THE ENORASIS Meteorological Analysis Tool

To address the need for uncertainty – quantified rainfall forecasts for water management purposes within the ENORASIS project, high-resolution rainfall forecasts are adopted in a probabilistic manner using the state-of-the-art Numerical Weather Prediction (NWP) model WRF. The Weather Research and Forecasting (WRF) Model is a next-generation mesoscale forecast model and data-assimilation system designed to serve both operational forecasting and atmospheric research needs.

In existing implemented systems, information on weather is delivered by weather stations and weather forecasts are based on historical data rather than models using satellite images. This approach lacks in cost effectiveness and geographical coverage as it requires the installation of an adequate number of weather stations in the field in order to produce reliable data. ENORASIS uses the WRF model that for the purpose of the project will be set up with multiple grids of different spatial resolution over selected pilot sites.

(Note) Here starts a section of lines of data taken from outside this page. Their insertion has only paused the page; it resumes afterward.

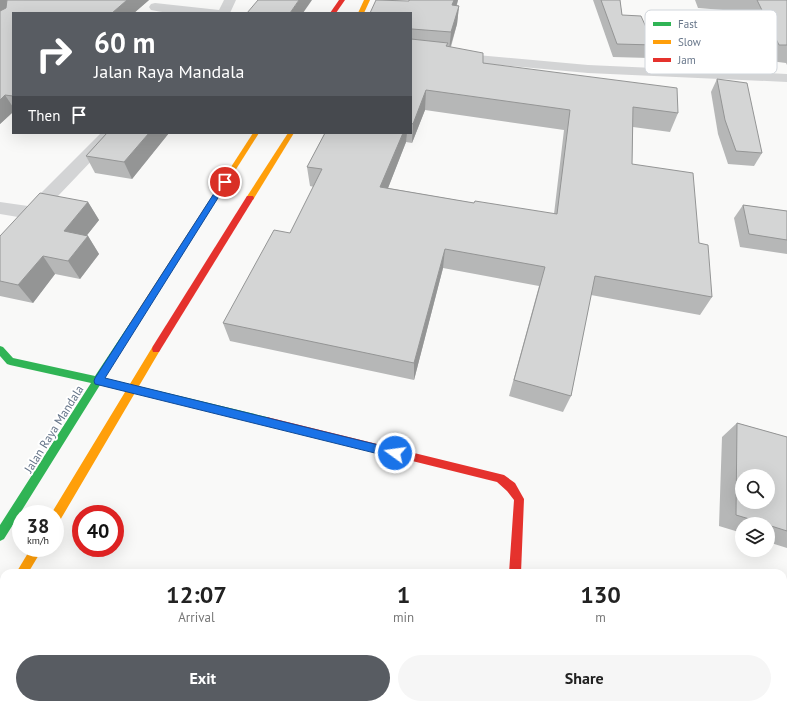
<!DOCTYPE html>
<style>
body{margin:0;font-family:"PT Sans",sans-serif;background:#f6f6f6;color:#222;height:100vh;display:flex;flex-direction:column;font-size:15px;white-space:nowrap}
*{box-sizing:border-box;margin:0}
p{font-size:13px;color:#767676}
.icon{flex:none;width:22px;height:22px;fill:none;stroke:currentColor;stroke-width:2;stroke-linecap:round;stroke-linejoin:round}
.map{position:relative;flex:1;overflow:hidden}
.drawer{position:absolute;left:0px;top:569px;width:787px;height:140px;display:flex;flex-direction:column;background:#fff;border-radius:12px 12px 0 0;box-shadow:0 4px 16px #0002}
.drawer>*{flex:none}
.hud{position:absolute;left:12px;top:12px;width:400px;height:122px;border-radius:0px;box-shadow:0 4px 16px #0002;background:#585c62;color:#fff;overflow:hidden}
.buttons{position:absolute;left:735px;top:469px;display:grid;gap:8px}
.buttons a{display:grid;place-items:center;width:40px;height:40px;border-radius:50%;background:#fff;box-shadow:0 4px 16px #0002;font-size:20px}
.speed{position:absolute;left:12px;top:505px;display:flex;gap:8px;font-size:20px;font-weight:700;text-align:center}
.speed>*{display:grid;place-content:center;width:52px;height:52px;border-radius:50%;background:#fff;box-shadow:0 4px 16px #0002;line-height:1}
.speed small{font-size:10px;font-weight:400}
.speed .limit{border:6px solid #d22;background:#fff;color:#111}
.pin{position:absolute;display:grid;place-items:center;width:34px;height:34px;color:#fff;margin:-17px;border:2px solid #fff;border-radius:50%;box-shadow:0 1px 4px #0007}
.me{position:absolute;width:44px;margin:-22px;rotate:284deg;stroke-linejoin:round;filter:drop-shadow(0 0 3px #0008)}
.turn{display:flex;align-items:center;gap:14px;height:84px;padding:0 16px;font-size:18px}
.turn .icon{width:52px;height:52px;stroke-width:2.5}
.turn b{display:block;font-size:28px;line-height:34px}
.then{display:flex;align-items:center;height:38px;padding:0 16px;background:#0003;gap:8px;font-size:15px}
.eta{display:flex;justify-content:space-evenly;align-items:center;height:68px;text-align:center}
.eta b{font-size:24px;font-weight:800;line-height:28px}
.action{display:flex;gap:8px;margin-top:auto;padding:8px 16px}
.action a{flex:1;height:46px;border-radius:24px;background:#585c62;color:#fff;font-size:16px;font-weight:800;line-height:46px;text-align:center}
.action a+a{background:#f6f6f6;color:#222}
.map>svg:first-child{display:block}
.lines{fill:none;stroke-linecap:round;stroke-linejoin:round}
.street{fill:#d3d4d5;fill-rule:evenodd}
.fast{fill:#30b455;fill-rule:evenodd}
.slow{fill:#ff9f0a;fill-rule:evenodd}
.jam{fill:#e5322d;fill-rule:evenodd}
.wall{fill:#b6b7b7;fill-rule:evenodd}
.shaded-wall{fill:#949595}
.building{fill:#d4d5d5;stroke:#949595;fill-rule:evenodd}
.route{fill:#1a73e8;stroke:#114b97}
.labels{text-anchor:middle;stroke-width:4;stroke-linejoin:round;paint-order:stroke}
.street-label{font-size:12px;fill:#67768a;stroke:#fff}
.key{fill:#fff;stroke:#d1d6dc;stroke-width:1}
.key-label{font-size:11px;fill:#67768a}
</style>
<div class="map">
<svg width="787" height="709" viewBox="0 0 787 709">
<rect width="100%" height="100%" fill="#f9f9f8"/>
<g class="lines">
<g class="street">
<path d="M224,0H236L230,13C204,13 176,16 151,10L149,7L151,4L155,3L219,10Z"/>
<polygon points="411,49 588,65 787,74 787,82 588,73 411,57"/>
<polygon points="101,133 118,133 38,217 7,255 0,257 0,238 18,217 0,214 0,202 28,206"/>
<rect x="491" y="705" width="32" height="4"/>
</g>
<polygon class="fast" points="133,322 137,325 104,378 267,417 270,418 272,421 270,424 267,425 100,385 4,539 0,541 0,525 91,383 10,365 7,364 0,356 0,346 3,347 13,358 95,376 130,323"/>
<g class="slow">
<polygon points="364,0 370,0 364,13 358,13"/>
<polygon points="253,133 259,133 136,327 130,327 129,325 130,323"/>
<polygon points="288,133 294,133 253,200 247,200 246,198"/>
<polygon points="156,345 159,346 160,349 159,352 59,522 55,523 55,514 51,514 153,346"/>
<polygon points="31,548 43,548 28,573 16,573"/>
</g>
<g class="jam">
<polygon points="339,0 345,0 336,13 330,13"/>
<polygon points="247,196 253,196 254,198 159,352 153,352 152,349 153,346"/>
<polygon points="267,417 504,475 515,483 524,499 521,573 509,573 514,500 507,491 497,482 267,425 264,424 262,421 264,418"/>
<polygon points="4,598 4,615 0,617 0,600"/>
</g>
</g>
<g class="wall">
<polygon points="0,0 149,0 134,13 13,13 13,112 0,124"/>
<path d="M458,0L457,5L459,6L457,24L451,47L483,63L678,113L670,132L633,127L632,164L699,243L712,297L700,315L591,295L571,396L563,412L509,396L539,286L443,268L414,380L230,341L223,323L290,233L314,187L310,186L307,167L325,133H411V13L409,1ZM425,110L564,130L554,214L474,203L388,188L406,142L412,143Z"/>
<polygon points="593,0 620,0 622,15 654,45 649,58 613,57"/>
<polygon points="695,0 787,0 787,65 786,63 770,61 748,12 698,8"/>
<polygon points="717,79 762,153 754,166 728,164 718,134 711,92"/>
<polygon points="107,133 169,133 132,179 95,173 86,156"/>
<polygon points="88,202 99,220 87,235 88,236 99,254 80,279 55,274 33,303 0,296 0,236"/>
<polygon points="743,205 787,211 787,254 740,247 734,218"/>
<polygon points="737,423 787,437 787,548 768,542 768,524 742,524 742,533 719,526 722,437"/>
<polygon points="639,705 728,705 736,709 638,709"/>
</g>
<g class="shaded-wall">
<polygon points="0,0 25,0 0,17"/>
<polygon points="127,0 149,0 134,13 112,13"/>
<polygon points="299,0 312,0 303,13 290,13"/>
<polygon points="454,0 458,0 451,23 452,5"/>
<polygon points="459,6 457,24 449,51 451,32"/>
<polygon points="426,90 425,110 412,143 413,124"/>
<polygon points="5,95 13,107 13,112 0,124 0,100"/>
<polygon points="149,133 169,133 132,179 124,162"/>
<polygon points="403,133 407,133 406,142 381,206 380,187"/>
<polygon points="88,202 99,220 76,249 64,231"/>
<polygon points="88,236 99,254 80,279 68,261"/>
<polygon points="445,249 443,268 414,380 414,363"/>
<polygon points="43,256 55,274 33,303 18,285"/>
</g>
<g class="building">
<polygon points="7,0 127,0 112,13 13,13 13,96 5,95 0,100 0,11 6,8"/>
<polygon points="258,0 299,0 290,13 247,13"/>
<polygon points="376,0 409,1 409,0 454,0 452,5 459,6 451,32 412,29 411,29 411,13 370,13"/>
<polygon points="601,0 620,0 622,15 641,16 654,45 617,44"/>
<polygon points="757,0 787,0 787,45 779,45"/>
<polygon points="411,39 448,43 446,46 483,53 483,63 677,88 678,113 633,107 632,164 693,173 699,243 708,245 712,297 595,276 571,396 514,380 545,267 445,249 414,363 223,323 274,230 290,233 322,169 307,167 325,133 403,133 380,187 474,203 475,201 557,214 570,110 426,90 413,124 411,123"/>
<polygon points="717,79 747,83 762,153 736,151 725,120"/>
<polygon points="107,133 149,133 124,162 86,156"/>
<polygon points="40,193 88,202 64,231 88,236 68,261 43,256 18,285 0,281 0,236"/>
<polygon points="743,205 787,211 787,240 749,234"/>
<path d="M737,423L787,437V531L768,525V524H766L736,515ZM742,476H768V502H742Z"/>
<polygon points="654,705 728,705 736,709 653,709"/>
</g>
<polygon class="route" points="225,180 228,182 105,378 395,449 399,450 400,453 399,457 395,458 95,384 94,381 95,378 222,181"/>
<g class="labels">
<g class="street-label">
<text transform="translate(54 429) rotate(-58)" y="4">Jalan Raya Mandala</text>
</g>
</g>
<rect x="645" y="10" width="132" height="64" rx="6" class="key"/>
<rect x="653" y="22" width="18" height="4" fill="#30b455"/>
<rect x="653" y="40" width="18" height="4" fill="#ff9f0a"/>
<rect x="653" y="58" width="18" height="4" fill="#e5322d"/>
<g class="key-label">
<text x="678" y="28">Fast</text>
<text x="678" y="46">Slow</text>
<text x="678" y="64">Jam</text>
</g>
</svg>
<div class="buttons">
<a><svg class="icon" aria-label="search" viewBox="0 0 24 24"><circle cx="10" cy="10" r="6"/><path d="M15 15l6 6"/></svg></a>
<a><svg class="icon" aria-label="layers" viewBox="0 0 24 24"><path d="M12 4l9 5-9 5-9-5zM3 14l9 5 9-5"/></svg></a>
</div>
<div class="speed"><div>38<small>km/h</small></div><div class="limit">40</div></div>
<div class="pin" style="left:225px;top:182px;background:#d93025"><svg class="icon" aria-label="arrive" viewBox="0 0 24 24"><path d="M6 21V4h12l-3 4 3 4H6"/></svg></div>
<svg class="me" style="left:395px;top:453px" viewBox="-20 -20 40 40"><circle r="17" fill="#1a73e8" stroke="#fff" stroke-width="3"/><path d="M0-11L8 9 0 5-8 9z" fill="#fff"/></svg>
<div class="hud">
<div class="turn"><svg class="icon" aria-label="right" viewBox="0 0 24 24"><path d="M7 20v-9h11M14 6l5 5-5 5"/></svg><div><b>60 m</b>Jalan Raya Mandala</div></div>
<div class="then">Then<svg class="icon" aria-label="arrive" viewBox="0 0 24 24"><path d="M6 21V4h12l-3 4 3 4H6"/></svg></div>
</div>
<section class="drawer">
<div class="eta">
<div><b>12:07</b><p>Arrival</p></div>
<div><b>1</b><p>min</p></div>
<div><b>130</b><p>m</p></div>
</div>
<div class="action"><a>Exit</a><a>Share</a></div>
</section>
</div>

On the whole, the high-resolution rainfall data is generated in a three steps approach:

  • Ensemble Pre-Processor The Ensemble Pre-Processor generates the short-term   ensemble members for our computational grid, based on available forecasts by   ECMWF. Further, it collects relevant information for data assimilation such as near surface winds, total precipitable water, water vapour, cloud-drifting      winds and water vapour derived winds from various operational satellites and instruments. An analysis of satellite imageries is performed in order to provide the      most accurate data to the    Ensemble Data-Assimilator.
  •  Ensemble Data-Assimilator: The Ensemble Data-Assimilator generates optimal    initial states for the WRF model to produce improved ensemble rainfall forecasts. It employs a particle filtering algorithm to account for the uncertainty in the initial state of the model.  
  • Ensemble Output: This process consists of the rainfall modeling for each   ensemble member under different configurations (initial conditions perturbations,         physics perturbations + data assimilation) and the statistical post treatment of the ensemble output.